Some of the exotic origins of the new produce will include Thailand, New Zealand, Chile, South Africa, Malaysia, Ecuador, Russia, Peru and Pakistan.
In 2009, China's imports of agricultural products totaled $52.7 billion, while exports stood at $39.63 billion.
According to the Ministry of Commerce, China's imports of agricultural products rose 42.1 percent year-on-year to $26.52 billion in the first five months of 2010, and exports increased 22.2 percent to $17.79 billion.
Consumer demand in some of China's key cities such as Beijing, Shanghai and Guangzhou is said to be growing for a wider selection of quality imported fruits and vegetables.
Previously, most overseas suppliers imported produce to Xinfadi via Hong Kong, Guangzhou and Shanghai. With the establishment of Xinfadi's international wing, vendors can come straight into Beijing, said Zhang.
Xinfadi currently supplies more than 90 percent of Beijing's fruit and vegetables from provinces including Hebei, Henan, Shandong, and even as far as Fujian, Yunnan, Hainan and Inner Mongolia autonomous region.

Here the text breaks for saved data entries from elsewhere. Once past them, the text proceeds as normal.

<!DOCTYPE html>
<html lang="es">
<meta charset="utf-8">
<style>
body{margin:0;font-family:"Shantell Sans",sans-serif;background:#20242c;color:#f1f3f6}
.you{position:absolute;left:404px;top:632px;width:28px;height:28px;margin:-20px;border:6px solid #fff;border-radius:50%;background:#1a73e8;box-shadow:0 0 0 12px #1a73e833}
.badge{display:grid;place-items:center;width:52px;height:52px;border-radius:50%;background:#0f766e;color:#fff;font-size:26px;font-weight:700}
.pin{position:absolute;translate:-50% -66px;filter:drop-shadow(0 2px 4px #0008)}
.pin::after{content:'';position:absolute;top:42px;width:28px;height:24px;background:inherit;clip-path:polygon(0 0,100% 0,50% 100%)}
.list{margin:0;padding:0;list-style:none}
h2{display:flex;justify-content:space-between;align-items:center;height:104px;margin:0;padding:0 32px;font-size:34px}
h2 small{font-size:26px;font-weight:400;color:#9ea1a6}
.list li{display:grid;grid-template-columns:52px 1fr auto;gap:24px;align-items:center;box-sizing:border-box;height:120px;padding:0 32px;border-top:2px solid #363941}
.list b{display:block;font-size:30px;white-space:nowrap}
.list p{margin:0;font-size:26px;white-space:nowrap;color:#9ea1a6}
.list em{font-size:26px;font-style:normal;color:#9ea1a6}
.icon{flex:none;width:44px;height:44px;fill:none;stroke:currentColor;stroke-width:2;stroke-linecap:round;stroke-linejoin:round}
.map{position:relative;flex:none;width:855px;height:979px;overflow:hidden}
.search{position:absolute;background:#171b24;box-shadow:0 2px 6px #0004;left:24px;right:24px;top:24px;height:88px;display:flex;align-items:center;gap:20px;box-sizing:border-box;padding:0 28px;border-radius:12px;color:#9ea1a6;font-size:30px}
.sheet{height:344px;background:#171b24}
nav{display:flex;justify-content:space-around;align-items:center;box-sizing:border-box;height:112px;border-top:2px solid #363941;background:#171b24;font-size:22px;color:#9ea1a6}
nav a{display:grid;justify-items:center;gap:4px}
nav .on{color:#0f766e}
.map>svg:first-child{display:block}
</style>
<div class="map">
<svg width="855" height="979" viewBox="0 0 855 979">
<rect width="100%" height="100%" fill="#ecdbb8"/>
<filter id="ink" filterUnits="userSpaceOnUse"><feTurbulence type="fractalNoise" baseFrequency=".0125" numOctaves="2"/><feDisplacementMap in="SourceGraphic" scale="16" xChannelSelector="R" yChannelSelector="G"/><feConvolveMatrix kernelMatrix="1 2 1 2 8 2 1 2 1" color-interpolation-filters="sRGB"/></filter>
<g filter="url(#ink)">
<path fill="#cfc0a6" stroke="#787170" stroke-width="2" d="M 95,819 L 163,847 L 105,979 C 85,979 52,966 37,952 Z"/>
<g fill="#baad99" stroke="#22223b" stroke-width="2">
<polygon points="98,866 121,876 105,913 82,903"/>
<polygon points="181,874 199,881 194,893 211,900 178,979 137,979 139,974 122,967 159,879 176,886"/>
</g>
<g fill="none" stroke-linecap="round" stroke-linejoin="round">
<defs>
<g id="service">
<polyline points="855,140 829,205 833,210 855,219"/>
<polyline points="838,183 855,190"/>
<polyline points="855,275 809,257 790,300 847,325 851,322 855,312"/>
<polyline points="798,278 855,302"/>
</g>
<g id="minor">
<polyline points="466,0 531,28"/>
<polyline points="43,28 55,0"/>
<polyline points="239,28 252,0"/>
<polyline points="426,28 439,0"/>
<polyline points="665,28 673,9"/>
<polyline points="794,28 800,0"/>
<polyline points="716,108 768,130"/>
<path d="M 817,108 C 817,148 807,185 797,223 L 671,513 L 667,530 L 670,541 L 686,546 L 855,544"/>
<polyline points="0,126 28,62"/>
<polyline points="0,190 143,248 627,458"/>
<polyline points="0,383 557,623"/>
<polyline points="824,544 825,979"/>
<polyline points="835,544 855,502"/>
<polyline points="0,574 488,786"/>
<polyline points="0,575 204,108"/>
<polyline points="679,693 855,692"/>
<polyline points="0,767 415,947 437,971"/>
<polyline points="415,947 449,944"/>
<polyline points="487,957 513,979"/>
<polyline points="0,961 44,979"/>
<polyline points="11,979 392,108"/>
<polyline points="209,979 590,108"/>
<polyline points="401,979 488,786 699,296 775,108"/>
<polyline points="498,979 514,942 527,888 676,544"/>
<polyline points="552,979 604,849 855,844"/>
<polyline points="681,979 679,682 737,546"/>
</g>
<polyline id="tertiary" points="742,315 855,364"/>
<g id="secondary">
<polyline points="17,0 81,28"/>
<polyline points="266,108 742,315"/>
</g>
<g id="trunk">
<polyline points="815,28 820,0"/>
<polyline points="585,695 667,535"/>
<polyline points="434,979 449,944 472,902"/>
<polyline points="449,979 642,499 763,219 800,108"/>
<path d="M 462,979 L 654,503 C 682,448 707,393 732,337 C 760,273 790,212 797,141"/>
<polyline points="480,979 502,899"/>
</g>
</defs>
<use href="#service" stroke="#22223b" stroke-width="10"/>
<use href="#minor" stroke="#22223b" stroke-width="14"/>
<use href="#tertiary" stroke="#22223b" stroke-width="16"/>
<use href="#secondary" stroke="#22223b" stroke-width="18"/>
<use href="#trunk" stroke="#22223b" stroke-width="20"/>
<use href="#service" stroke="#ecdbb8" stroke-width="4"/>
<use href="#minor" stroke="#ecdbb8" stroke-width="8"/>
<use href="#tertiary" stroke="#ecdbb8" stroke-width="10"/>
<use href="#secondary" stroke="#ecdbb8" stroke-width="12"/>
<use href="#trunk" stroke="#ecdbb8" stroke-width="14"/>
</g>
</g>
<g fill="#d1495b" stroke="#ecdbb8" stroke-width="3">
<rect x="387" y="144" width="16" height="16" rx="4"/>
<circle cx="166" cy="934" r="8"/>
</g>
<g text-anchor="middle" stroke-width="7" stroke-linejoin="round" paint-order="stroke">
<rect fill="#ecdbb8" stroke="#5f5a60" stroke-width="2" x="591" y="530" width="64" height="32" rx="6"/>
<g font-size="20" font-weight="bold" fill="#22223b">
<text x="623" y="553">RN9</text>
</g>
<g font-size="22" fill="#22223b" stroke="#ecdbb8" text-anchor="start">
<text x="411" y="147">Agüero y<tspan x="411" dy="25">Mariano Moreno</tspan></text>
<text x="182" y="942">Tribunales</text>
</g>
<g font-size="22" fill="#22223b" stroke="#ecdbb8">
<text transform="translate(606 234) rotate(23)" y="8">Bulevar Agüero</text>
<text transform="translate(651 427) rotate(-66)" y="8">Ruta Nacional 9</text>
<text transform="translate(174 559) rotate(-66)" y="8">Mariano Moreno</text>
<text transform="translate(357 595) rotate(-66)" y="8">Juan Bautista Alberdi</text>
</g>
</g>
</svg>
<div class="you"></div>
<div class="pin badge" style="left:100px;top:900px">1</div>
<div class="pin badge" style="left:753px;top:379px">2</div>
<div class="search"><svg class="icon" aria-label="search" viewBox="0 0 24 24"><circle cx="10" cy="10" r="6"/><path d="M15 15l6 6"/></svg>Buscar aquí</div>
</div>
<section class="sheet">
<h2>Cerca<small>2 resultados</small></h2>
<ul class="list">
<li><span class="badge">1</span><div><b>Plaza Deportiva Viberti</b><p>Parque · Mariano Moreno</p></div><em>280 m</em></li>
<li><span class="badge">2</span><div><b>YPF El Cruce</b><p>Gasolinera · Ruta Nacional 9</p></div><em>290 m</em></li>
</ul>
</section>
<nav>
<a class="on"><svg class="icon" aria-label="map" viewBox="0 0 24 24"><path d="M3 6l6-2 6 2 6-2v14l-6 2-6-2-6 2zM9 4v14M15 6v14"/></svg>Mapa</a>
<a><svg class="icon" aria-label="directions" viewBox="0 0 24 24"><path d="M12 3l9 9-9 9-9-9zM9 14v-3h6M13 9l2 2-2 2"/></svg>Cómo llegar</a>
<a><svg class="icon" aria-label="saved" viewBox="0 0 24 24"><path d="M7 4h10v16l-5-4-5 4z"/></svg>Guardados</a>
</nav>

It is believed to be one of the world's biggest wholesale food markets and provides a trading center for as many as 80,000 people every day, 24 hours a day, 365 days a year.
Among those attending the Aug 25 opening will be large agricultural enterprises and supermarkets including Chaoda Modern Agriculture Ltd, Walmart Co, Auchan Group and Hualian Group.
Xinfadi's international division is likely to extend its impact across North China if it focuses on convenient, competitive and efficient service, said Scott Rozelle, a Cheung Kong Scholar and guest professor at Renmin University in Beijing.
It is believed the opening of the international division will also ease pressure on domestic production in the event of natural disasters.
"Over the past two decades, China has made tremendous strides in the development of its agricultural markets both domestic and international," Rozelle said.
"China's domestic agricultural markets have become increasingly more integrated (and) efficient ... (it) has some of the best agricultural commodity markets in the world."
According to the visiting Stanford University professor, the market's plan should prove to be a mutually beneficial model. North China consumers will gain access to a broader range of quality agricultural products, producers and traders gain from direct buyer access and Xinfadi market will benefit by further establishing itself as a major agricultural marketplace.